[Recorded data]
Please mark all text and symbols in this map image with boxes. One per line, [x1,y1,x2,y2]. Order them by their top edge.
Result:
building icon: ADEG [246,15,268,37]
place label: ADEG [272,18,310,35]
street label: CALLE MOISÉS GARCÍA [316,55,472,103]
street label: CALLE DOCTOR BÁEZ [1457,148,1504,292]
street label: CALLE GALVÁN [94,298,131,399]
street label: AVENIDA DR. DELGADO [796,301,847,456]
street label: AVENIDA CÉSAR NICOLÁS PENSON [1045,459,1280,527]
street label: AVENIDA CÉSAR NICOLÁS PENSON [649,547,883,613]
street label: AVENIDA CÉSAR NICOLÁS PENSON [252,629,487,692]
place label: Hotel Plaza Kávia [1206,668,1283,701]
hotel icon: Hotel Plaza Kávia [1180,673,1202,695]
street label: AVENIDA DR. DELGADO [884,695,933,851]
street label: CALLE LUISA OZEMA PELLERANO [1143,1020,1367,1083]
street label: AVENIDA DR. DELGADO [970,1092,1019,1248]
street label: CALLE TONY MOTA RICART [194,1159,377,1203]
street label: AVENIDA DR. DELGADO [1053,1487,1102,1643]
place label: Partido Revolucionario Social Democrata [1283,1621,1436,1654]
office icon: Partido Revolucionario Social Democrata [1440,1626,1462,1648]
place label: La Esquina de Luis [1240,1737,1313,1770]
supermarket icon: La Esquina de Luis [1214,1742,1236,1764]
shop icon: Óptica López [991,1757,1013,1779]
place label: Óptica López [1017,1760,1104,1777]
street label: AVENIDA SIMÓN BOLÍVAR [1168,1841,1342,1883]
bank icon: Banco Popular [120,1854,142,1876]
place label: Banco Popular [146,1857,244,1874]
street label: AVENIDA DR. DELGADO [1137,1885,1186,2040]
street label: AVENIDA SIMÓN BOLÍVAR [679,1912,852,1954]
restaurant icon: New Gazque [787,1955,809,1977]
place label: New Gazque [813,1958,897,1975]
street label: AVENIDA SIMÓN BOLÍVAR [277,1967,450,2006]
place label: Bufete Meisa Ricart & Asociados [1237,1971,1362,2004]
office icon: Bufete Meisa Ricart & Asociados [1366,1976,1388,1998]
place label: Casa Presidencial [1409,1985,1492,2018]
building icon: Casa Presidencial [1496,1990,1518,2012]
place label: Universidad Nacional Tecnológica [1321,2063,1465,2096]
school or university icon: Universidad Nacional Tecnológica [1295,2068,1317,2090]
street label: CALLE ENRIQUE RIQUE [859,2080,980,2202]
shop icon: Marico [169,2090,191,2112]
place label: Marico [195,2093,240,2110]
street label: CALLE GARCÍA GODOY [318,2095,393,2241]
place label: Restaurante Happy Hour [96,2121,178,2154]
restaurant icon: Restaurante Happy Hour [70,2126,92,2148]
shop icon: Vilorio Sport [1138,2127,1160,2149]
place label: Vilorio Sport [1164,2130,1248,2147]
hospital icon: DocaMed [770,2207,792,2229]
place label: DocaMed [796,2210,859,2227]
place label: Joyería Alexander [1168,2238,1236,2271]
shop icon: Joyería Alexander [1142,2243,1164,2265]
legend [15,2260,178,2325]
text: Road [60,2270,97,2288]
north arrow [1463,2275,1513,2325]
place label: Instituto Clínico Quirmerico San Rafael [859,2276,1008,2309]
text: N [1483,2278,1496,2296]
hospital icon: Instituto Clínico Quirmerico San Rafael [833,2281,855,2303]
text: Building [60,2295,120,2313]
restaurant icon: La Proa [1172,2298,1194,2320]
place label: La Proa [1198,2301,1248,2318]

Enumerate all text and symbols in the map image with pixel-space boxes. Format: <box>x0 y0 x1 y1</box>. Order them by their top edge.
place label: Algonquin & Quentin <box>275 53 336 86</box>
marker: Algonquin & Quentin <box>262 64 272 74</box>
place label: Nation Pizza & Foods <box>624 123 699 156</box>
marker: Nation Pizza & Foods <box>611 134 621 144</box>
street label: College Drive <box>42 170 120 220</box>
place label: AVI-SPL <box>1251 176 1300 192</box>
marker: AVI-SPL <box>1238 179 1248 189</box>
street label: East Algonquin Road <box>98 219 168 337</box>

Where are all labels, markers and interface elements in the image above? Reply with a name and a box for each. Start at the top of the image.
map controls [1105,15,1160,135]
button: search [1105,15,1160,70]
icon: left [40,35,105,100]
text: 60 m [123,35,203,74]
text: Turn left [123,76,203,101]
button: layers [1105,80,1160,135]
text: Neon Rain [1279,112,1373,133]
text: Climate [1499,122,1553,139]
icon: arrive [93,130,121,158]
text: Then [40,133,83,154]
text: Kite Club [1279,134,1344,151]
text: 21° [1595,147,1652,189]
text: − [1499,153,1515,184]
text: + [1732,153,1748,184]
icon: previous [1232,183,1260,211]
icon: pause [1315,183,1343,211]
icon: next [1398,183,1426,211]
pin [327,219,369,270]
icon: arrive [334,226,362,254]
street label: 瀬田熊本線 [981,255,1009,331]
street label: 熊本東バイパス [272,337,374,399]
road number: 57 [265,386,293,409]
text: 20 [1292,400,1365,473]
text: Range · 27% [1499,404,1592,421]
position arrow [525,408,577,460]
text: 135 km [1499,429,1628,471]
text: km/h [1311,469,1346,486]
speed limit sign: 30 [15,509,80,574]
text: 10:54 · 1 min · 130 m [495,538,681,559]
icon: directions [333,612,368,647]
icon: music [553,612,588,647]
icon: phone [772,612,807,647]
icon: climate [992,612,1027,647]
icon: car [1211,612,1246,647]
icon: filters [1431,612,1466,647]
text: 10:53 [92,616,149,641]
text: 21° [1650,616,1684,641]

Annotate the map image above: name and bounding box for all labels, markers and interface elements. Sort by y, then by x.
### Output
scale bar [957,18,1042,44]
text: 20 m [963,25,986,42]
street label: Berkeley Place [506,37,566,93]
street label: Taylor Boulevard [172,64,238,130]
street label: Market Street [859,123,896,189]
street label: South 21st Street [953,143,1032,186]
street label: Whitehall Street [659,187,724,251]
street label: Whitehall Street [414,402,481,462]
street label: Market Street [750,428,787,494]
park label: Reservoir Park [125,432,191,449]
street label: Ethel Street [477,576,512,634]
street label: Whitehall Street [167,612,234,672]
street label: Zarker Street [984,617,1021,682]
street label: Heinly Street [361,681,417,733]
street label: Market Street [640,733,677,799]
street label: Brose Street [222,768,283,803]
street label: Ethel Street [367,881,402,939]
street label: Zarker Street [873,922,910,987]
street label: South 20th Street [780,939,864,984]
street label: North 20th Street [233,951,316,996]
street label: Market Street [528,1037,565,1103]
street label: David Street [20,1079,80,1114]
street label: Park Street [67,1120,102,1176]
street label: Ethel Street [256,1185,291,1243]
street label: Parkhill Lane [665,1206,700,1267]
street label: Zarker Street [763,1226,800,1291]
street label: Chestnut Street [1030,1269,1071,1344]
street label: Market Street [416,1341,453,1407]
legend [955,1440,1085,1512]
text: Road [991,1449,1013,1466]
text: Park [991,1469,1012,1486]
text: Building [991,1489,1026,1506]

What the task asks: The lines above from the one with "Where are all" through the one with "Annotate the map" are to be duplicated exactly, ends included, with nothing added.

Exercise answer:
Where are all labels, markers and interface elements in the image above? Reply with a name and a box for each. Start at the top of the image.
map controls [1105,15,1160,135]
button: search [1105,15,1160,70]
icon: left [40,35,105,100]
text: 60 m [123,35,203,74]
text: Turn left [123,76,203,101]
button: layers [1105,80,1160,135]
text: Neon Rain [1279,112,1373,133]
text: Climate [1499,122,1553,139]
icon: arrive [93,130,121,158]
text: Then [40,133,83,154]
text: Kite Club [1279,134,1344,151]
text: 21° [1595,147,1652,189]
text: − [1499,153,1515,184]
text: + [1732,153,1748,184]
icon: previous [1232,183,1260,211]
icon: pause [1315,183,1343,211]
icon: next [1398,183,1426,211]
pin [327,219,369,270]
icon: arrive [334,226,362,254]
street label: 瀬田熊本線 [981,255,1009,331]
street label: 熊本東バイパス [272,337,374,399]
road number: 57 [265,386,293,409]
text: 20 [1292,400,1365,473]
text: Range · 27% [1499,404,1592,421]
position arrow [525,408,577,460]
text: 135 km [1499,429,1628,471]
text: km/h [1311,469,1346,486]
speed limit sign: 30 [15,509,80,574]
text: 10:54 · 1 min · 130 m [495,538,681,559]
icon: directions [333,612,368,647]
icon: music [553,612,588,647]
icon: phone [772,612,807,647]
icon: climate [992,612,1027,647]
icon: car [1211,612,1246,647]
icon: filters [1431,612,1466,647]
text: 10:53 [92,616,149,641]
text: 21° [1650,616,1684,641]

Annotate the map image above: name and bounding box for all labels, markers and interface elements. Sort by y, then by x.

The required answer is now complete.